Recently, new methods have been developed for trisomy 21 screening using circulating fetal DNA. These methods utilize “massively parallel genomic sequencing” (MPGS). DNA fragments are isolated from a sample of maternal blood, which contains a mixture of maternal DNA and infant DNA. The DNA fragments are amplified and then sequenced. The number of sequences that originate from a particular chromosome is counted and tabulated for each chromosome. If a fetus has an extra chromosome, then the percentage of DNA fragments from that chromosome is higher than expected. These tests have been shown to have excellent detection rates (~99%) with very low false-positive rates (~0.2%). Currently, MPGS is only validated for the detection of Down syndrome and not other fetal aneuploidies such as trisomy 18 or trisomy 13. The test does have the capability of detecting these disorders and, if they are detected, the results are reported. However, because the test has not been thoroughly investigated for detecting trisomy 18 or trisomy 13, a negative result does not rule out their presence. Also, the test does not detect open NTDs (eg, spina bifida), for which screening usually involves biochemical (not genetic) screening tests.
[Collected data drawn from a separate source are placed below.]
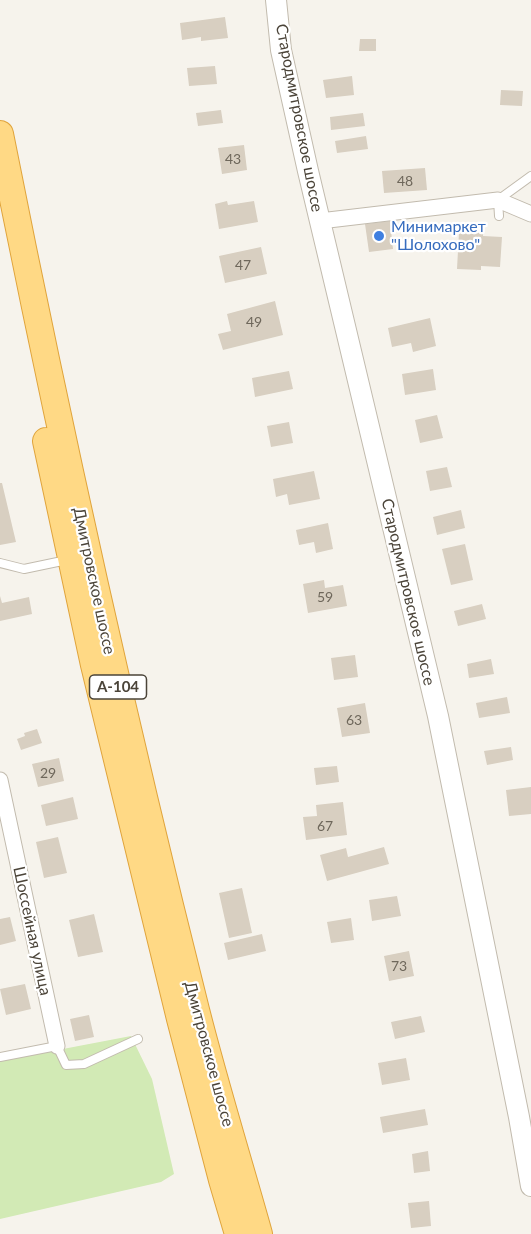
<!DOCTYPE html>
<meta charset="utf-8">
<style>
body{margin:0}
canvas{display:block;background:#f6f3ec}
</style>
<canvas width="531" height="1234"></canvas>
<script>
const g = document.querySelector('canvas').getContext('2d');
g.lineJoin = 'round';
function fill(path, color) { g.fillStyle = color; g.fill(path, 'evenodd'); }
function strokePath(path, color, width, dash) { g.strokeStyle = color; g.lineWidth = width; g.lineCap = dash ? 'butt' : 'round'; g.setLineDash(dash || []); g.stroke(path); }
function label(font, color, halo, rows, align = 'center') {
  g.font = font + ' Lato,sans-serif'; g.lineWidth = 4.5; g.setLineDash([]); g.textBaseline = 'middle'; g.strokeStyle = halo; g.fillStyle = color; for (const [text, x, y, turn = 0] of rows) {
    g.save(); g.translate(x, y); g.rotate((+turn || 0) * Math.PI / 180); g.textAlign = isNaN(turn) ? turn : align; if (halo) g.strokeText(text, 0, 0); g.fillText(text, 0, 0); g.restore();
  }
}
const green = new Path2D(`
 M131,1036L152,1079L174,1174L161,1182L0,1219V1061Z`);
const building = new Path2D(`
 M225,17L228,38L201,41V37L182,40L180,23Z
 M360,39H376V51H359Z
 M215,66L217,84L189,86L187,68Z
 M352,76L354,95L326,98L323,80Z
 M501,90L523,91L522,106L500,105Z
 M221,110L223,123L198,126L196,113Z
 M363,113L365,126L331,130L330,117Z
 M366,136L368,149L337,153L335,141Z
 M244,145L247,170L222,174L218,148Z
 M425,168L427,190L384,193L382,171Z
 M227,201L228,205L254,201L258,222L219,229L215,204Z
 M390,221L393,249L369,252L365,224Z
 M459,232L483,233V236L502,237L500,267L481,266V270L457,269Z
 M261,247L267,274L225,283L219,256Z
 M275,301L283,335L223,350L218,334L231,331L227,314Z
 M430,318L436,346L413,352L411,343L392,347L388,328Z
 M433,369L436,390L405,395L402,374Z
 M289,371L293,389L255,397L252,378Z
 M437,415L443,438L420,443L415,420Z
 M289,422L293,443L271,447L267,426Z
 M447,467L452,487L430,491L426,471Z
 M314,471L320,499L289,505L287,494L276,497L273,479Z
 M0,483H2L16,542L0,545Z
 M461,510L465,528L437,535L433,517Z
 M328,523L333,549L316,553L314,542L299,545L296,530Z
 M465,544L473,580L451,585L442,549Z
 M324,580L325,588L343,585L347,606L308,613L303,584Z
 M0,596L2,603L29,597L32,614L0,621Z
 M482,604L486,619L458,626L454,611Z
 M355,655L358,677L334,680L331,658Z
 M491,659L494,674L469,678L467,664Z
 M507,697L510,713L479,718L476,703Z
 M365,703L370,733L342,737L337,708Z
 M37,729L42,743L21,750L17,739L25,736L24,733Z
 M511,747L513,760L487,765L484,751Z
 M59,758L64,781L38,787L32,764Z
 M337,766L339,782L316,785L314,768Z
 M531,787V814L509,816L506,790Z
 M73,797L78,819L46,826L41,805Z
 M343,802L347,835L306,840L303,817L317,816L316,805Z
 M58,837L67,873L44,878L36,842Z
 M384,847L389,864L327,881L320,855L346,848L348,857Z
 M242,888L252,933L229,938L219,893Z
 M397,896L401,916L372,921L369,900Z
 M94,914L103,952L78,957L69,920Z
 M10,917L16,941L0,945V919Z
 M351,918L354,940L331,943L327,922Z
 M262,934L266,951L228,960L224,943Z
 M409,951L414,976L389,981L384,956Z
 M25,984L31,1009L6,1015L0,989Z
 M89,1015L94,1037L75,1041L70,1019Z
 M421,1016L425,1032L395,1039L391,1022Z
 M406,1058L410,1080L382,1085L378,1063Z
 M425,1109L428,1125L383,1133L380,1117Z
 M428,1151L430,1171L414,1173L412,1154Z
 M429,1201L431,1226L411,1228L408,1203Z`);
const service = new Path2D(`
 M499,216L498,200L531,176
 M0,563L24,569L67,560
 M0,1057L57,1046L66,1065L84,1064L138,1039`);
const minor = new Path2D(`
 M320,221L498,200L531,214
 M0,780L57,1046`);
const tertiary = new Path2D(`
 M276,0L281,50L308,171L438,716L519,1117L531,1186`);
const trunk = new Path2D(`
 M0,134C58,427 123,720 196,1010C215,1085 238,1159 259,1234
 M46,441L94,665L180,1019L222,1180L238,1234`);
const markers = [
 [379,236,6,"#3f7fe0"]
];
const numberNames = [
 ["43",233,159],
 ["48",405,181],
 ["47",243,265],
 ["49",254,322],
 ["59",325,597],
 ["63",354,720],
 ["29",48,773],
 ["67",325,826],
 ["73",399,966]
];
const shields = [
 [118,687,57]
];
const shieldNames = [
 ["А-104",118,687]
];
const streetNames = [
 ["Стародмитровское шоссе",299,118,79],
 ["Дмитровское шоссе",94,581,78],
 ["Стародмитровское шоссе",408,592,77],
 ["Шоссейная улица",32,931,78],
 ["Дмитровское шоссе",209,1054,75]
];
const shopNames = [
 ["Минимаркет",391,227],
 ["\"Шолохово\"",391,245]
];
fill(green, '#d2eab5');
fill(building, '#d8cfc1');
strokePath(service, '#c2bbae', 10);
strokePath(minor, '#c2bbae', 17);
strokePath(tertiary, '#c2bbae', 22);
strokePath(trunk, '#e0a43c', 28);
strokePath(service, '#fff', 8);
strokePath(minor, '#fff', 15);
strokePath(tertiary, '#fff', 20);
strokePath(trunk, '#ffd985', 26);
for (const [x, y, r, color] of markers) { const dot = new Path2D(); dot.arc(x, y, r, 0, 2 * Math.PI); g.fillStyle = color; g.fill(dot); strokePath(dot, '#fff', 2); }
label('14px', '#6e675b', null, numberNames);
for (const [x, y, w] of shields) { const box = new Path2D(); box.roundRect(x - w / 2, y - 12, w, 24, 4.5); g.fillStyle = '#fff'; g.fill(box); strokePath(box, '#4b4439', 1.5); }
label('bold 15px', '#4b4439', null, shieldNames);
label('16px', '#4b4439', '#fff', streetNames);
label('16px', '#366cbe', '#fff', shopNames, 'left');
</script>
The American College of Obstetricians and Gynecologists (ACOG) cautions that these tests are screening tests, not diagnostic tests. They also recommend that DNA-based screening tests be performed only on women who are at increased risk of having a fetus with aneuploidy, including women with: maternal age 35 years or older at delivery, fetal ultrasound findings suggesting aneuploidy, a previous aneuploid pregnancy, or abnormal biochemical screening test results.